* **Assignment**
Please return, exactly and only, the lines beginning at the top of the entries below and ending with the line containing "1px #a9aeb7) drop-shadow(0"; keep out the pictures.

(Stored data entries)

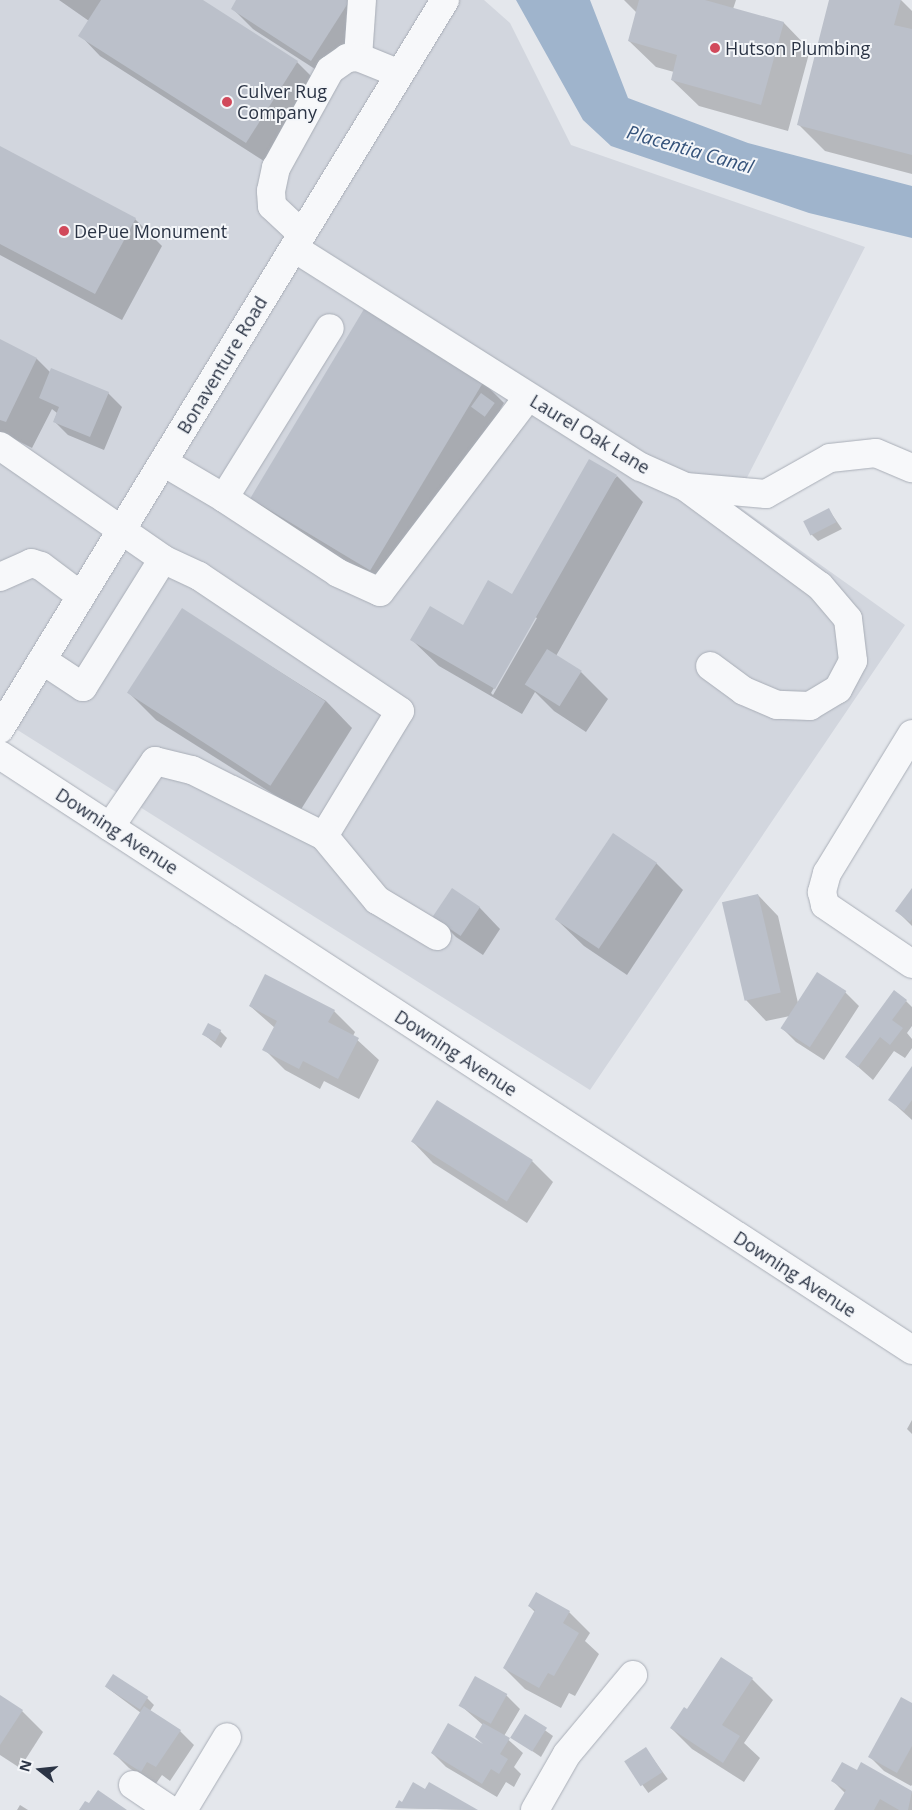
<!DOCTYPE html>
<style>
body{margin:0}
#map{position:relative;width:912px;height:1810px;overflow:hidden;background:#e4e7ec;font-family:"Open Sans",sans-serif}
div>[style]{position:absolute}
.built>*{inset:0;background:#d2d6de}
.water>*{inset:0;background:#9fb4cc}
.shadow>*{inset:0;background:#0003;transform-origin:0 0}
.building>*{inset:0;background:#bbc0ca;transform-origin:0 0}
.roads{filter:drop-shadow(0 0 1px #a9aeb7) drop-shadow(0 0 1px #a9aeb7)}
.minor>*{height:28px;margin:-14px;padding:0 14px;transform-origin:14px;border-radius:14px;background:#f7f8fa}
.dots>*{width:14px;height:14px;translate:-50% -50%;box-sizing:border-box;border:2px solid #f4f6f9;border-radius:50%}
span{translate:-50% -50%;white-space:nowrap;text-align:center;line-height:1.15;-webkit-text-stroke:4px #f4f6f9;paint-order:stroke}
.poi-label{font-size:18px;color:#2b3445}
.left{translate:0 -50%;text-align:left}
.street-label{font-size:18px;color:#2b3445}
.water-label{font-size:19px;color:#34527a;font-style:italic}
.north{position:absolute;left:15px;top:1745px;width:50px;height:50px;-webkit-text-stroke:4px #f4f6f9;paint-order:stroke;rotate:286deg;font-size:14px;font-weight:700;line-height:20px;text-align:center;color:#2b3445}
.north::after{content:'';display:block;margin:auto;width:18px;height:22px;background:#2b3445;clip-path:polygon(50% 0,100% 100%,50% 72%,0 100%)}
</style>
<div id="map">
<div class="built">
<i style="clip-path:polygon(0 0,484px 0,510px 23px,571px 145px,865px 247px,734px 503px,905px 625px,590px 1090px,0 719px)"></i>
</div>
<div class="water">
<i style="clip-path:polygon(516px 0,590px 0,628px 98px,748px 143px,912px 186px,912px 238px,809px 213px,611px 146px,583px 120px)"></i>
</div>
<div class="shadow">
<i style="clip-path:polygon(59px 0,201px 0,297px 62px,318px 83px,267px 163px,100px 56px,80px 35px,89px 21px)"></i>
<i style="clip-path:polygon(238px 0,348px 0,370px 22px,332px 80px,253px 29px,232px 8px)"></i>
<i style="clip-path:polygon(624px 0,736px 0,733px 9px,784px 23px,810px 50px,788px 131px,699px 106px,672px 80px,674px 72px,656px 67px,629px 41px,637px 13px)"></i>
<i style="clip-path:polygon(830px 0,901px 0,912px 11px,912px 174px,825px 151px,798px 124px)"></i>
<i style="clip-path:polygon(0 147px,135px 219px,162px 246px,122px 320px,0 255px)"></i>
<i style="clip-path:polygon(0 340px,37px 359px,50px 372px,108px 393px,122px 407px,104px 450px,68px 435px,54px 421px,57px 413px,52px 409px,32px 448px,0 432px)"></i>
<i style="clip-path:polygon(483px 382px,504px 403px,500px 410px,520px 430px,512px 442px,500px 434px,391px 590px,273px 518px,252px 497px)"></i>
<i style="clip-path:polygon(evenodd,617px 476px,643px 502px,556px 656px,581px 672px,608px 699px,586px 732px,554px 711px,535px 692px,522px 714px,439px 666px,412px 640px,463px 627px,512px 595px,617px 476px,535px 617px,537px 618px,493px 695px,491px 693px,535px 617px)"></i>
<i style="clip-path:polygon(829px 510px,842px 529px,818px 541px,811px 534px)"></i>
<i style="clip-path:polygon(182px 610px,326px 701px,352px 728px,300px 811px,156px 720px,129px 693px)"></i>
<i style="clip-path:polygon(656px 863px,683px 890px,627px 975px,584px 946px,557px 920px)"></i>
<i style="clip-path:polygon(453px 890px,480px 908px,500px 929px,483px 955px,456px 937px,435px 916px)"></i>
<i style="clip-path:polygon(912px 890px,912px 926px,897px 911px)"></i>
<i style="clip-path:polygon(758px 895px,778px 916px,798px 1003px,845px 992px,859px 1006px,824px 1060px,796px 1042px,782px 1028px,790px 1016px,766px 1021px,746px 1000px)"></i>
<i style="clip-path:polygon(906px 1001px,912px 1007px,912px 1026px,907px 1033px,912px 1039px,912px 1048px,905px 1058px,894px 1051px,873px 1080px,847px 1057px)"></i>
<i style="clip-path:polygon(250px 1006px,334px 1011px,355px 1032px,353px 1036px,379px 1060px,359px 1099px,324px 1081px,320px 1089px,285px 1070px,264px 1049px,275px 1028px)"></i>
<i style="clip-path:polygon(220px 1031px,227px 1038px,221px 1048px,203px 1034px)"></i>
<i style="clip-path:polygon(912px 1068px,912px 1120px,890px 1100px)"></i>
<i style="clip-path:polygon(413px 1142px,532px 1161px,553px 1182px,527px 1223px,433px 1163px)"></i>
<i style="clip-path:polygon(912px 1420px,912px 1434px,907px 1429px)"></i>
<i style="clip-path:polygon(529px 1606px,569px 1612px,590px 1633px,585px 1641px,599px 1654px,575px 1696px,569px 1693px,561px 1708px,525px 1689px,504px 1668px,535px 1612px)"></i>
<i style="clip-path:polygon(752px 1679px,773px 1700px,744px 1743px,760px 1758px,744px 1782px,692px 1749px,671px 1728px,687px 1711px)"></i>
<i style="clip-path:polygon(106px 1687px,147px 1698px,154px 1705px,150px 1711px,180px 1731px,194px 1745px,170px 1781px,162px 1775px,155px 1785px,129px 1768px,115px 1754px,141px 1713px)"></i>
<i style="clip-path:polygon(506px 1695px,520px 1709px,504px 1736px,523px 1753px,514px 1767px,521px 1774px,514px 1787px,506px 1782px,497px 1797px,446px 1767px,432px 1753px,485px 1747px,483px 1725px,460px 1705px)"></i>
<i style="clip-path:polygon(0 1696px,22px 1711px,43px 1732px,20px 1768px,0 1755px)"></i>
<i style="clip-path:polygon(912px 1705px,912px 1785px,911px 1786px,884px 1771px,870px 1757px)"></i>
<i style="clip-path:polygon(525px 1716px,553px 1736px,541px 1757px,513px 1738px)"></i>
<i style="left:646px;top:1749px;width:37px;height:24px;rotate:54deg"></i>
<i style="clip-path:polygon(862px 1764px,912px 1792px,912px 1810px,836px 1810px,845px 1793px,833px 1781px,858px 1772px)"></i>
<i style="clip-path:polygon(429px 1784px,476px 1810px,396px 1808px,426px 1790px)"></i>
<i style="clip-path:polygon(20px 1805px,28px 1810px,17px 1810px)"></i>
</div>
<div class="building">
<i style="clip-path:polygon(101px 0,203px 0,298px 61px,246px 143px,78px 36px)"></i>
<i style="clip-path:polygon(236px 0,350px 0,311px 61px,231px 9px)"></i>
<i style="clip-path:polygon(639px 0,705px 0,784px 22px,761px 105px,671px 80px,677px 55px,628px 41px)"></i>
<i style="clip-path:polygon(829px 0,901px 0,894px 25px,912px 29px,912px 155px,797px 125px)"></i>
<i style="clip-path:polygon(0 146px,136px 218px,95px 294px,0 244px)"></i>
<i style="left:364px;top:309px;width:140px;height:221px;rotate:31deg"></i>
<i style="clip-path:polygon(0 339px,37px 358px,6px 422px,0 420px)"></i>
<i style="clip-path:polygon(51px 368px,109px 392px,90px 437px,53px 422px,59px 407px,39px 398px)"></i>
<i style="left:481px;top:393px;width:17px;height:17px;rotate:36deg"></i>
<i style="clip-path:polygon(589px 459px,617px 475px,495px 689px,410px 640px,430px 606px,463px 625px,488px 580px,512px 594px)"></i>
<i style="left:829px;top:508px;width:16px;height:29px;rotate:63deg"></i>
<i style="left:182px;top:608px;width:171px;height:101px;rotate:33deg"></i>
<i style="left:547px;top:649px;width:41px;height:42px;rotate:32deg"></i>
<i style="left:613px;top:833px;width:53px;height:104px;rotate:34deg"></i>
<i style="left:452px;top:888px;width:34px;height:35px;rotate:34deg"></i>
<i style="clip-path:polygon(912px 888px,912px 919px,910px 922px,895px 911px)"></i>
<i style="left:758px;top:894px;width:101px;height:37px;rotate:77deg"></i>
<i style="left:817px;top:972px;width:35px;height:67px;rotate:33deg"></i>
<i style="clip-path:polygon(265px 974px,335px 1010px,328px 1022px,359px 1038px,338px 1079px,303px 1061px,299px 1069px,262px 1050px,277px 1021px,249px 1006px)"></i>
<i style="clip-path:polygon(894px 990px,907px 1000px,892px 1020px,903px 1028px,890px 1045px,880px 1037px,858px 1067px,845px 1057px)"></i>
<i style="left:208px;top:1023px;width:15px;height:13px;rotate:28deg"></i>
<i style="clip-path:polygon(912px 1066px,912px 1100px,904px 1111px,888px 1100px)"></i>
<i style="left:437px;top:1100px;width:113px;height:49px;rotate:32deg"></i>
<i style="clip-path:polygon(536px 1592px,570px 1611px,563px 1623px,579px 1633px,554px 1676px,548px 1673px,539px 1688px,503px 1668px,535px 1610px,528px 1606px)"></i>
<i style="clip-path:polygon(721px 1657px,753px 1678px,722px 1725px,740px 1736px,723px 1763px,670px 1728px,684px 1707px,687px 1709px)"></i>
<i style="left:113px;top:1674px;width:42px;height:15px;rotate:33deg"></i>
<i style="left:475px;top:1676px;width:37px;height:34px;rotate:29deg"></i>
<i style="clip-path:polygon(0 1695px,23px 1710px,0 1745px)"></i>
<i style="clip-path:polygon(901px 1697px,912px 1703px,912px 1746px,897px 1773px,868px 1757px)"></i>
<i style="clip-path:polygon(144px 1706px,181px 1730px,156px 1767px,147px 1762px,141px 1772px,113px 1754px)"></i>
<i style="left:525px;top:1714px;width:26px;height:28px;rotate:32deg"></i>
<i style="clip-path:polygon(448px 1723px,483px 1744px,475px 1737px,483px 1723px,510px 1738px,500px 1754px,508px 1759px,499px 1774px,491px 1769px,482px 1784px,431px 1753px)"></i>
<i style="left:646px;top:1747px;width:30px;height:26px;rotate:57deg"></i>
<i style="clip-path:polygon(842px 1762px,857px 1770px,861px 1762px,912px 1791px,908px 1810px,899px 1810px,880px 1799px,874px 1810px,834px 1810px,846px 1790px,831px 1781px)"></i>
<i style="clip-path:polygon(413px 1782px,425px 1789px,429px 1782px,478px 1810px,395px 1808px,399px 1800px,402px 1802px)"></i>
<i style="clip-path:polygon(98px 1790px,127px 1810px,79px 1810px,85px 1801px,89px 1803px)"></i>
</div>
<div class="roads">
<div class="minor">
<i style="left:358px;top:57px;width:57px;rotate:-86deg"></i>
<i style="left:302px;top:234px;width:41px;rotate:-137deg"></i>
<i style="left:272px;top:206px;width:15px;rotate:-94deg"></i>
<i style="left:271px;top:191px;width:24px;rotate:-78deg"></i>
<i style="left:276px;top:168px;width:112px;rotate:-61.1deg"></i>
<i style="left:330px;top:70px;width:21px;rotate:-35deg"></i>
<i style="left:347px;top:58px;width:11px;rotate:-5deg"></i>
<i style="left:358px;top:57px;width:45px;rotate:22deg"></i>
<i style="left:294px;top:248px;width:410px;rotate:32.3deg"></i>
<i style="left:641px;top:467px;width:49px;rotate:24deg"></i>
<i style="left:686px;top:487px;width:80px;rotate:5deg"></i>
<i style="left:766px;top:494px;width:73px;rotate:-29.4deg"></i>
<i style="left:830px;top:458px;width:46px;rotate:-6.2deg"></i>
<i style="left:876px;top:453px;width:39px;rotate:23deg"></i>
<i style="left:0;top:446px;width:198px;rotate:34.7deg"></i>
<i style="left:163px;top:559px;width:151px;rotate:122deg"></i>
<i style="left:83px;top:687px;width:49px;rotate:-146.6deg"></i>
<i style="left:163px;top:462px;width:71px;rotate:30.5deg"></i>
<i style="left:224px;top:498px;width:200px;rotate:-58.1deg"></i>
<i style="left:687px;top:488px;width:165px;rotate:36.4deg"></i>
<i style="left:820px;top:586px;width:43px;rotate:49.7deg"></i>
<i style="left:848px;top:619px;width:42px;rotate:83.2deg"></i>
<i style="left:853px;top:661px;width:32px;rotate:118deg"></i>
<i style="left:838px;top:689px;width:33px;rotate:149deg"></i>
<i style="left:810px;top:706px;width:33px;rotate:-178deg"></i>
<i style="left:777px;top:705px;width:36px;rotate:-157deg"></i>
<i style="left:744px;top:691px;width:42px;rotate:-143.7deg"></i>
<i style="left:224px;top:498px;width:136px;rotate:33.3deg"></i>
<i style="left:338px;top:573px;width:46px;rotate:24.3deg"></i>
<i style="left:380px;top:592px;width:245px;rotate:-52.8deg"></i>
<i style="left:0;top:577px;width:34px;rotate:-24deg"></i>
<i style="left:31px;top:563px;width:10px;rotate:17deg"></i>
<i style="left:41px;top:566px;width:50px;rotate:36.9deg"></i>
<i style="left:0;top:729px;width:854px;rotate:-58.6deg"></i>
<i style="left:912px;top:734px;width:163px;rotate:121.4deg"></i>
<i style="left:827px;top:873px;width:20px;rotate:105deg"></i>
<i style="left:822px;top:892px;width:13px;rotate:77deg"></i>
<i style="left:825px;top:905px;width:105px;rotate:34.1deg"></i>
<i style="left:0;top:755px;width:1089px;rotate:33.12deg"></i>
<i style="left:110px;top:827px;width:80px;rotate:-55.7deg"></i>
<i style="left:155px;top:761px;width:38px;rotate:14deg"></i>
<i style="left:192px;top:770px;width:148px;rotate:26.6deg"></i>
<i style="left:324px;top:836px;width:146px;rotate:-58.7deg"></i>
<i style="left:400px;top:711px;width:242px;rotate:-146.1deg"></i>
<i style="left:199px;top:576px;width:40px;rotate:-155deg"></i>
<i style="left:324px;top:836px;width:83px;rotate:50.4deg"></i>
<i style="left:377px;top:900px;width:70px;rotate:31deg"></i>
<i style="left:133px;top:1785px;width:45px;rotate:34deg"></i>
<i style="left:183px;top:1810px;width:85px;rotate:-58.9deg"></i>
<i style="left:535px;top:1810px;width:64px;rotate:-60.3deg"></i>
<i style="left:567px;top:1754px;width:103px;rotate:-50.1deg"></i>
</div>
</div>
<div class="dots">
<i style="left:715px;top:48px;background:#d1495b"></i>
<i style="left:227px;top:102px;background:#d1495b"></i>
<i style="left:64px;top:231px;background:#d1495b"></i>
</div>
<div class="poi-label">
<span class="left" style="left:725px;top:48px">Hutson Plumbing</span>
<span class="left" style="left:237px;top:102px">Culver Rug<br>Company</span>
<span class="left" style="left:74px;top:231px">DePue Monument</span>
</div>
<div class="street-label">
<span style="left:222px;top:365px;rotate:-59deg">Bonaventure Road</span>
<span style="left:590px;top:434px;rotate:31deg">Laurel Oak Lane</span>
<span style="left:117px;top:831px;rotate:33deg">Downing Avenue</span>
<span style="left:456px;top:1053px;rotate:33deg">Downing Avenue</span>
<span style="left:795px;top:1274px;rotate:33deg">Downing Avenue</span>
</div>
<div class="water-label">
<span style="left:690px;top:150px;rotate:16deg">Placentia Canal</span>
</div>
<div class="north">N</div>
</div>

* **Task solution**
<!DOCTYPE html>
<style>
body{margin:0}
#map{position:relative;width:912px;height:1810px;overflow:hidden;background:#e4e7ec;font-family:"Open Sans",sans-serif}
div>[style]{position:absolute}
.built>*{inset:0;background:#d2d6de}
.water>*{inset:0;background:#9fb4cc}
.shadow>*{inset:0;background:#0003;transform-origin:0 0}
.building>*{inset:0;background:#bbc0ca;transform-origin:0 0}
.roads{filter:drop-shadow(0 0 1px #a9aeb7) drop-shadow(0 0 1px #a9aeb7)}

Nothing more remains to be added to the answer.